I don't have any issue with saying that a moderate raise in rates for the wealthy isn't going to do major damage, but how much is "moderate" is subject to question. A small tax rise may be like getting hit with a grain of sand or small pebble, the target may even notice or might just annoy them a bit. Increase the size of the rise though and it will increasingly do more damage - you don't need to be buried under a Wile E. Coyote sized boulder for it to be bad news.
 

Jhhnn

IN MEMORIAM
Nov 11, 1999
62,365
14,681
136
You're basically agreeing to the Laffer Curve then, which many progressives insist is completely untrue. Also, revenue maximization wasn't the original question raised by the OP, it was whether increasing taxes has a detrimental effect.

Apparently, having the top marginal rate range from 47.4% to 56.5% would tend to steer the top soccer players to the lower tax venues. So what?
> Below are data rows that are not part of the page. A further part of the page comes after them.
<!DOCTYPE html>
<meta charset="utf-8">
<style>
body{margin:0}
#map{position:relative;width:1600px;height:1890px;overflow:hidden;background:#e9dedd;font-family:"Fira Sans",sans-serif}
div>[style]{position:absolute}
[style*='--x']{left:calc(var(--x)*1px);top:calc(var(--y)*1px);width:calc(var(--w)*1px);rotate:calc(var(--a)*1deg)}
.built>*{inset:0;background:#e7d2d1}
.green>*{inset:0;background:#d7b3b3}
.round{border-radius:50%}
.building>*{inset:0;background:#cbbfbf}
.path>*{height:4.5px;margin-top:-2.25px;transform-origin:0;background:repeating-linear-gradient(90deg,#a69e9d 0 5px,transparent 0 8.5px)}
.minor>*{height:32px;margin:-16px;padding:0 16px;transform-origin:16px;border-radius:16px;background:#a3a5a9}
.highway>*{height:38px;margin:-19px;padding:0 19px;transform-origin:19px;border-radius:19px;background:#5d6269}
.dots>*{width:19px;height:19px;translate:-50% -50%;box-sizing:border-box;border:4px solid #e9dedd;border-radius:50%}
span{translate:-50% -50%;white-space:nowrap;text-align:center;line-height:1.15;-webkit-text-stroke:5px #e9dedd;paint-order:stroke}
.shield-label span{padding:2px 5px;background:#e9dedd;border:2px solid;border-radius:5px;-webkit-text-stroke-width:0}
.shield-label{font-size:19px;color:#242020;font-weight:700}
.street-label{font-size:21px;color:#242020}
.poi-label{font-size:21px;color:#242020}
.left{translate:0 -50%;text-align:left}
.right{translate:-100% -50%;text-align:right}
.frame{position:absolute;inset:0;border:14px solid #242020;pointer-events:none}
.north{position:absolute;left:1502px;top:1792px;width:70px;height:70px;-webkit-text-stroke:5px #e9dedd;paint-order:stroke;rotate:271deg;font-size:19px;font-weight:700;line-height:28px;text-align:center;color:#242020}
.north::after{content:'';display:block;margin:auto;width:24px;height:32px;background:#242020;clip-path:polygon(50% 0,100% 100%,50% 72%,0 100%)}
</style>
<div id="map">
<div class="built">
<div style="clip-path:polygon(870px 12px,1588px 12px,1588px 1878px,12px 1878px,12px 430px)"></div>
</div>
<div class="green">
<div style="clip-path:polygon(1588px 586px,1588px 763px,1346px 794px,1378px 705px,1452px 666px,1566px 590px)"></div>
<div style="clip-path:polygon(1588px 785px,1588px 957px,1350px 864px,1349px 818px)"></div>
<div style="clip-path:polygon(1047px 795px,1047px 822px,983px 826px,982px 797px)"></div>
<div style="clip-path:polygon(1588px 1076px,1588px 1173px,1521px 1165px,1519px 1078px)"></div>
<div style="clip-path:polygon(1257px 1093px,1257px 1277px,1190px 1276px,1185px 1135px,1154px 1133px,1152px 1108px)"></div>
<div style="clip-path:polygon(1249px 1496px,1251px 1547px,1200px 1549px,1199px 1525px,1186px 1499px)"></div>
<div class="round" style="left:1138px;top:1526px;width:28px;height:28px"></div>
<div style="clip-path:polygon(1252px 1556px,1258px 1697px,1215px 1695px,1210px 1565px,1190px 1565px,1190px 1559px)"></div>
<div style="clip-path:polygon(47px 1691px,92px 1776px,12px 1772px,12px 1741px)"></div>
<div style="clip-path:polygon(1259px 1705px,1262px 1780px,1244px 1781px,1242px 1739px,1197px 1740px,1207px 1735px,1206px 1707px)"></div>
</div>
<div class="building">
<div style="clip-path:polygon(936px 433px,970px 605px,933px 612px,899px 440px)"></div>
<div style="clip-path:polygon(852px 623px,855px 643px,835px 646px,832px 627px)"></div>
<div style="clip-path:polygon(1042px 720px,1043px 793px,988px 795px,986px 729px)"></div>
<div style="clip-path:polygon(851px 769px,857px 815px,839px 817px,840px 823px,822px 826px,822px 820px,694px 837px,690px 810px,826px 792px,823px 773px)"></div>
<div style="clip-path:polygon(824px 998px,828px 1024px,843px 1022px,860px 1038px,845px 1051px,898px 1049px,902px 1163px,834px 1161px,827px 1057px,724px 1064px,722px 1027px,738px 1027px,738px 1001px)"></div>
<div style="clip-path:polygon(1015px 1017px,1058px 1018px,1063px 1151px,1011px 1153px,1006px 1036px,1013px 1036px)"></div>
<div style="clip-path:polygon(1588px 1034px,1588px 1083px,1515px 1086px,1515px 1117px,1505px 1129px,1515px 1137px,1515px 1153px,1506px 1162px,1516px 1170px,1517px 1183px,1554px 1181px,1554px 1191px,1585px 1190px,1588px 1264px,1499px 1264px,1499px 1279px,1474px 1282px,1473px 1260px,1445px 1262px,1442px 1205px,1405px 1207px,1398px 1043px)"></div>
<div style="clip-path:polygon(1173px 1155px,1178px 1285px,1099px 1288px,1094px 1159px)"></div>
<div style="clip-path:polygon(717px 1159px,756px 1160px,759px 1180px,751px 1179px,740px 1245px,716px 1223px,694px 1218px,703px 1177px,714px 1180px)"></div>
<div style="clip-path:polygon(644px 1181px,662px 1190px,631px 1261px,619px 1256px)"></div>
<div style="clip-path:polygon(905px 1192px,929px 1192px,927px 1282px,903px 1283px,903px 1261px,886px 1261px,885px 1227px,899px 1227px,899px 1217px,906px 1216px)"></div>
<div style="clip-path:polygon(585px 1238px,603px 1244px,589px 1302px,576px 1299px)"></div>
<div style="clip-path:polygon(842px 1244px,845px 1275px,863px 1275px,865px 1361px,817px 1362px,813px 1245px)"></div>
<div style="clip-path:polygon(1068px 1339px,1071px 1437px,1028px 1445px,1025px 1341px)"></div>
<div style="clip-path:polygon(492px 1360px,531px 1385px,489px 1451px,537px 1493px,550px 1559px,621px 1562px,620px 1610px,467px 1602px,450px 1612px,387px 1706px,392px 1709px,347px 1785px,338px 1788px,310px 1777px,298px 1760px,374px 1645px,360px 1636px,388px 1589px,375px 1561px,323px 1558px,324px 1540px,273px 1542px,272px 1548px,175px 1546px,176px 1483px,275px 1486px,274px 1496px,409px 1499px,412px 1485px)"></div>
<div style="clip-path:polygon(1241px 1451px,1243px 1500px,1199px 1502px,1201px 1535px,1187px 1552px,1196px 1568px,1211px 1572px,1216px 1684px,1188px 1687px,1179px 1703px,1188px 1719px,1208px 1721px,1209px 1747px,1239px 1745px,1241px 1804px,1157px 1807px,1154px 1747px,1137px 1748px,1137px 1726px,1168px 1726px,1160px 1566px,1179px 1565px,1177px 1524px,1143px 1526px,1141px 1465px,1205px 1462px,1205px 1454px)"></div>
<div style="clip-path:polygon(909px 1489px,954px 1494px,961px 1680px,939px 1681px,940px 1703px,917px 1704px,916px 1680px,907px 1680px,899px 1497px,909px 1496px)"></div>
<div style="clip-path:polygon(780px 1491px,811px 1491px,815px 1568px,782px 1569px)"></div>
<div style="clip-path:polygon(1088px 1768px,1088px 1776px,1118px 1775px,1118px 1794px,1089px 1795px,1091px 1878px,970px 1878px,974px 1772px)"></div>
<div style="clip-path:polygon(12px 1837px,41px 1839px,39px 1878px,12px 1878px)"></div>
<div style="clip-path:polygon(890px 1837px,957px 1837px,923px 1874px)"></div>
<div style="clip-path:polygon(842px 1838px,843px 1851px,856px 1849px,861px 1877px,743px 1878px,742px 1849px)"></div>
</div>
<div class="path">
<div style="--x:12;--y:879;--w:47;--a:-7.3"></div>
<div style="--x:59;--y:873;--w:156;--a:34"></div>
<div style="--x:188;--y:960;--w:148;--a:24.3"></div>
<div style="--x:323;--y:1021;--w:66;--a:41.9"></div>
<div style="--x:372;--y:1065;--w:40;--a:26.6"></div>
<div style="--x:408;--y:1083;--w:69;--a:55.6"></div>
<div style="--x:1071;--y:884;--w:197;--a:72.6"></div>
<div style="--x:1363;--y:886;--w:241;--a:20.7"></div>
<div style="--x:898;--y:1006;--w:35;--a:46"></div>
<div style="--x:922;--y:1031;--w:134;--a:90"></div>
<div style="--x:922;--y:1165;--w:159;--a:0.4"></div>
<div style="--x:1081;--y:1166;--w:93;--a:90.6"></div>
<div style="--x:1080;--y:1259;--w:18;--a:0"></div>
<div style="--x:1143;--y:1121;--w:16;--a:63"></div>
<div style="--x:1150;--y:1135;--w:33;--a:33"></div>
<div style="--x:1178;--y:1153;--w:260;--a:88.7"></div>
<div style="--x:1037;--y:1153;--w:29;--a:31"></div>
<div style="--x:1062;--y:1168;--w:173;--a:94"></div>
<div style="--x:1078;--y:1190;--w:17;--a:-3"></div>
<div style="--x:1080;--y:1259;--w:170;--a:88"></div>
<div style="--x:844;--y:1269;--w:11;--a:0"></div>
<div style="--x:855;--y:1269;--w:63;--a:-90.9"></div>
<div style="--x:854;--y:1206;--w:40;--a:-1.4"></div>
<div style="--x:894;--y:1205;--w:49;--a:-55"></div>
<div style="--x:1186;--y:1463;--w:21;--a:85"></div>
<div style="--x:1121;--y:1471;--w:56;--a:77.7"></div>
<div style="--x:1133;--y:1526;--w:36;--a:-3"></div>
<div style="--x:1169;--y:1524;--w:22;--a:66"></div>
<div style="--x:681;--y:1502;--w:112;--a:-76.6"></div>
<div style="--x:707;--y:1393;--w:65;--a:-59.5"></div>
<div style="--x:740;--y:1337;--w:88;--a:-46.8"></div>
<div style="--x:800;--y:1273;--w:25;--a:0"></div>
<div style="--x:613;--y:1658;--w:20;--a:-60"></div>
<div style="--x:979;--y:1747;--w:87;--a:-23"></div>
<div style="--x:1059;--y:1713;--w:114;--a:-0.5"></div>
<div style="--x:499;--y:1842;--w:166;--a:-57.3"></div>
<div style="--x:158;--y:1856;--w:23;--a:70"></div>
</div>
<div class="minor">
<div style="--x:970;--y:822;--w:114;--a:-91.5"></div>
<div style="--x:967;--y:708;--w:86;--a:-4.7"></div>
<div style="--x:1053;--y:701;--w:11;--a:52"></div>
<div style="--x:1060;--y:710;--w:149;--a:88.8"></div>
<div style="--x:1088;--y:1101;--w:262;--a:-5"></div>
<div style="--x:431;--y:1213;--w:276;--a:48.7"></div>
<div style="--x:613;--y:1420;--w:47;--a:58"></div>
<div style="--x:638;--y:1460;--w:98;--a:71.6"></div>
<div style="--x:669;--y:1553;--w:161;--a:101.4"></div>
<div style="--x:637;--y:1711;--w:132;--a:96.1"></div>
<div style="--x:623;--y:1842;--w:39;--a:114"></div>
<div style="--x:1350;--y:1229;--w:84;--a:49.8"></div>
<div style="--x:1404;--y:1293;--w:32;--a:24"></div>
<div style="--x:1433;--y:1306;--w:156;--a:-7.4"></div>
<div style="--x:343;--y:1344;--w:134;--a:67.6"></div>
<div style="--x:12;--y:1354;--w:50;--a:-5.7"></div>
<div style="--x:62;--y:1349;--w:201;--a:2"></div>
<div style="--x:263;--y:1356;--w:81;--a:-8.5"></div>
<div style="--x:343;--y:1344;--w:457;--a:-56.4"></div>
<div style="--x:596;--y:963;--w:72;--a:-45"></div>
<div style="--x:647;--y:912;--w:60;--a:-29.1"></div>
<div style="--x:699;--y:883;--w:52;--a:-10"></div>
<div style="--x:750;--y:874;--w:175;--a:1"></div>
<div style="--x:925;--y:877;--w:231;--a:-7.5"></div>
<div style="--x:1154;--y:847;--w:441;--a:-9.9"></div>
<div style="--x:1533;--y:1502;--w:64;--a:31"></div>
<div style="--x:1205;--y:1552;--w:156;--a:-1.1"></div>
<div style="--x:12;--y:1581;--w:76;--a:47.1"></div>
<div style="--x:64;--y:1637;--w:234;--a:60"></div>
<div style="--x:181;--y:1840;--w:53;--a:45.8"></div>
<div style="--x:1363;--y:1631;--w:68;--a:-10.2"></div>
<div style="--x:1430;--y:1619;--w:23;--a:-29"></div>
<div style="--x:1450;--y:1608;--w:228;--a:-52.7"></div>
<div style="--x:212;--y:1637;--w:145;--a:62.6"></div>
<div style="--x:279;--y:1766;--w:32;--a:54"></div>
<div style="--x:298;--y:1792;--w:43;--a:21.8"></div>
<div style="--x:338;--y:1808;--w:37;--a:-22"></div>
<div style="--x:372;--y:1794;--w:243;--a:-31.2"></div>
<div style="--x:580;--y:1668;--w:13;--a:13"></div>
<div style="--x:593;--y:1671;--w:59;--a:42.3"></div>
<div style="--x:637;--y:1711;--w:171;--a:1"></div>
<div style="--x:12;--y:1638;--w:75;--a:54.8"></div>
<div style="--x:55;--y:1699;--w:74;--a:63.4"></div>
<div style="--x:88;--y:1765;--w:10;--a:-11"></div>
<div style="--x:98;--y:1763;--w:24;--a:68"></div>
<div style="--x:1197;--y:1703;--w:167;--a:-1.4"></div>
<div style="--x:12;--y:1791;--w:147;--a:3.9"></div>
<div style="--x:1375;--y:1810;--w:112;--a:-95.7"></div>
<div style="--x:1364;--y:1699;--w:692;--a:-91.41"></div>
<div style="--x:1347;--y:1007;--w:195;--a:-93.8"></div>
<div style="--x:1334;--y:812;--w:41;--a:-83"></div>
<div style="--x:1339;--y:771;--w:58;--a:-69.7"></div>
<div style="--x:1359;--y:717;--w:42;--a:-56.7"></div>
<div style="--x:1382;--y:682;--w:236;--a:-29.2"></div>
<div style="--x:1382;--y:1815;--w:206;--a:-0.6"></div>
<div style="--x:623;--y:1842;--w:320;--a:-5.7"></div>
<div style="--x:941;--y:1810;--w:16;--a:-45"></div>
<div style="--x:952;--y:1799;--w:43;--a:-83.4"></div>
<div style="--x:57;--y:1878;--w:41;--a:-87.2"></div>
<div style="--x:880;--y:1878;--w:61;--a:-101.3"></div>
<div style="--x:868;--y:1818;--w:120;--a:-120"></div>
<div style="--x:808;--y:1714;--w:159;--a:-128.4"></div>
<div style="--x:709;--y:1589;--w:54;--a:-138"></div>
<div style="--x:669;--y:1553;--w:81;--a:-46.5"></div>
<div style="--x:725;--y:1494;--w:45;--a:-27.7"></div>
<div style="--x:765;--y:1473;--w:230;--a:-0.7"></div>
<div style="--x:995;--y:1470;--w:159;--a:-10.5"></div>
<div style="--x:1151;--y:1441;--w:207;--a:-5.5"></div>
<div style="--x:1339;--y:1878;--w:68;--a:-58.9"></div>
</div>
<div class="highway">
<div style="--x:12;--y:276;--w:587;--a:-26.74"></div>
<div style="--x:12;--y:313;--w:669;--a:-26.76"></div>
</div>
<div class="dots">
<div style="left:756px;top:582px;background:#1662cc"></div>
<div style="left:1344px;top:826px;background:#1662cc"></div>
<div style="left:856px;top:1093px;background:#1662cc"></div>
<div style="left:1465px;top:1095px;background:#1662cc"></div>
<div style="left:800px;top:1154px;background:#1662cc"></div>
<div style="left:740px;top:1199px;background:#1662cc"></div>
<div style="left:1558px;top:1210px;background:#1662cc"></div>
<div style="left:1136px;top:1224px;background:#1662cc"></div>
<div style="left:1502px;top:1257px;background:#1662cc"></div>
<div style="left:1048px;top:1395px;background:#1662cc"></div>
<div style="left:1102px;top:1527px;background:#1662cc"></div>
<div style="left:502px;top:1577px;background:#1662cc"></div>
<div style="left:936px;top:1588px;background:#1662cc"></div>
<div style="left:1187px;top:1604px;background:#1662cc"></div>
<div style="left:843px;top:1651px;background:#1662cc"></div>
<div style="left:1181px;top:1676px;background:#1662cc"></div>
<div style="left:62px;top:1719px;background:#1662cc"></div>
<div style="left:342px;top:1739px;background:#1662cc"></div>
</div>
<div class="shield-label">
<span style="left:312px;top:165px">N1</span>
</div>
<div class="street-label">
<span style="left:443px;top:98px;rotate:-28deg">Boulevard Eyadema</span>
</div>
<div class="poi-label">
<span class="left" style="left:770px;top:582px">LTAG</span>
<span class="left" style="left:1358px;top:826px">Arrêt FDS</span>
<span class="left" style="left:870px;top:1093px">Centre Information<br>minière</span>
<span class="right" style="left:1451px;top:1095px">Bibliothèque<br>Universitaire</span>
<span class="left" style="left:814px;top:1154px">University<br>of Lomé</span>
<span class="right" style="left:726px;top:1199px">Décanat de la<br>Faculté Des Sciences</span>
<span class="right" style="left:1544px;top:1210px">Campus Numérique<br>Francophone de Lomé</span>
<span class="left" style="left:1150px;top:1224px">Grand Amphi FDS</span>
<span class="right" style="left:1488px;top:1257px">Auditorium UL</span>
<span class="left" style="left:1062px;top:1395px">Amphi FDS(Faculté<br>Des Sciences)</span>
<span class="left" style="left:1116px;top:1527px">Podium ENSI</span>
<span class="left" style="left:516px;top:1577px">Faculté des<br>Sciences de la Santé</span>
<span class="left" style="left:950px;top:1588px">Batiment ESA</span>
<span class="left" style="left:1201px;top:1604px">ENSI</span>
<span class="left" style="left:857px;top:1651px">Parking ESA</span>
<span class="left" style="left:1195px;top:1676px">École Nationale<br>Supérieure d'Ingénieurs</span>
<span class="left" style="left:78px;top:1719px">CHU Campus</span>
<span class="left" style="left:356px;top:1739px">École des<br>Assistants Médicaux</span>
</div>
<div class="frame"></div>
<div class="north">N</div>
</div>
Europeans, in general, don't pay taxes on income earned outside of their country of citizenship, but Americans do.

Maybe we should raise our own top marginal rates to 47.4% to be "competitive", huh? Maybe the 47.4% jurisdictions would maintain their advantage if they raised rates to 52%, or even 55%.

And it has nothing to do with the Laffer curve giggle. Soccer stars won't play less if they find themselves in a high tax jurisdiction. They'll just do their thing, smile & pay more in taxes.